Anyway if you have a farily sensible surgery they should be able to accomidate you. Otherwise you just need to use a bit of common sense

springintheair Fri 19-May-06 20:13:20

chapsmum, it was the practice manager who first refused me an appointment. So who do I complain to? When I told him I was going to complain he said, 'You can do what you want'.

chapsmum Fri 19-May-06 23:27:11

ask for a copy of the complaints procedure.
The practise manager is usually one of the gps...not a receptionist...strange. Non the less if she is a manager and not doctor.
Would say write a letter to the practise manager and send a cover copy to the trust executive and the senoir partner in the pracise.

HTH

chapsmum Fri 19-May-06 23:33:08

What you want to know is that when you make an appt with a dr you will get one, and if you are seeing a Health visitor or other nurse, instead regarding a chilhood illness, they have undergone the nessesary (official) training to be able to diagnose and prescribe for these complaint. (Some Can). If they are not appropriately qualified, you want to know the triage system they are using for referrals, and how you gain access to a GP if you are not gettin what you feel you need for you child from the GP.

SparklyGothKat Fri 19-May-06 23:33:21

FFS what are they on about?? My Ds and Dd2 had CP so badly, it was in their eyes and mouths. Dd2 has a skin immunity problem and she was covered, making her very ill. I had to see a doctor, and we were put into a side room, and the doctor came to us.

springintheair Sat 20-May-06 08:08:28

Thanks chapsmum. Will follow your very sensible advice. Thanks all.

Laura032004 Sat 20-May-06 08:16:43

Haven't read anything but OP, but when ds had CP and we saw a GP, we told them in advance, and were just sat in a nurses room until our turn.
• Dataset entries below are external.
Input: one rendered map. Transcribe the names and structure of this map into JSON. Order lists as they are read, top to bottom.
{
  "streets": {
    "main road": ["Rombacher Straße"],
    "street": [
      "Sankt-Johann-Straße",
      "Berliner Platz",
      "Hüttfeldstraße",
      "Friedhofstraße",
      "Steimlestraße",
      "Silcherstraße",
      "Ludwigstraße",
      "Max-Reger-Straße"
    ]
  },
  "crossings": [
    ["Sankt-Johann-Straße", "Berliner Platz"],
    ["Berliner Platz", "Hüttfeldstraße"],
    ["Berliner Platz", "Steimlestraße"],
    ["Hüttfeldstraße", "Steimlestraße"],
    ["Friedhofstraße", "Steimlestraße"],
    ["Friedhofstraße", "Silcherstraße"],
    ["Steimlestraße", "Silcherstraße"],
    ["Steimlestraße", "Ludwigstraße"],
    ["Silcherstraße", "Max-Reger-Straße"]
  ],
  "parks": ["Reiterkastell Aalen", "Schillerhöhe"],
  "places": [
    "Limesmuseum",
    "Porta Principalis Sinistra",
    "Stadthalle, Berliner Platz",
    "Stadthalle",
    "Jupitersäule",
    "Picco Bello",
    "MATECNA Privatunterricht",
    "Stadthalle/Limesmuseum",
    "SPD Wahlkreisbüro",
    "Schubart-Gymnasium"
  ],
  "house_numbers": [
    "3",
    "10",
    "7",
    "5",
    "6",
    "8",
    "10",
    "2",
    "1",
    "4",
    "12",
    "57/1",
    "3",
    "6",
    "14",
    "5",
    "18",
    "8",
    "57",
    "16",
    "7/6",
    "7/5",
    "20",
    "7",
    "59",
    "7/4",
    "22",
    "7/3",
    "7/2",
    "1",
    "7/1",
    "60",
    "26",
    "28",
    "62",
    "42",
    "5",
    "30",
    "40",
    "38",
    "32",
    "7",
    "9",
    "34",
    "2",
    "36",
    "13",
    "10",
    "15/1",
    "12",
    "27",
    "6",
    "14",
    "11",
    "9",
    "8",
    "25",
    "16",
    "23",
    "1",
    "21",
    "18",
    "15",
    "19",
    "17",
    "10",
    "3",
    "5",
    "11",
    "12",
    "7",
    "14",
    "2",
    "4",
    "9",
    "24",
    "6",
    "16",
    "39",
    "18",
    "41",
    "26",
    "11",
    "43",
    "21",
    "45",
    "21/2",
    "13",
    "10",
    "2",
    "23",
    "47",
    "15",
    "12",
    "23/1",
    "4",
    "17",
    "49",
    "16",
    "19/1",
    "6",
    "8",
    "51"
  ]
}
We didn't actually go to see the GP about the CP as such, but more the fact I was worried some of the blisters were infected (nappy area). They were surprised that I hadn't already taken him in to have the CP 'diagnosed'. I hadn't even thought of doing so as all the kids in the street had it at the time.

In fact there is a notice at our surgery saying if you have a 'spotty child' to notify the receptionist on arrival so they can seat you separately, so no big deal at our GP's.

Maybe you could ask for a home visit if it's such a problem!

naswm Sat 20-May-06 08:19:05

springintheair - sorry you have had problems with this.

My DS2 became very ill with chicken pox last year (I knew it was chicken pox as he'd caught it from his older brother.) I called the out of hours emergency GP and explained I needed to see a dr (he ended up with anti-viral and anti-biotics for secondary infections). They were obviously used to seeing 'contagious' patients and directed me to a a separate door and led me straight in to a side room. I still had to wait in there for a long time before being seen but we did not come in to contact with any other patients.

What I'm saying is, there must be a policy or something for dealing with infectious illnesses - rather than fobbing you off?? I do hope you can get to see someone soon. I'd be very if I was you.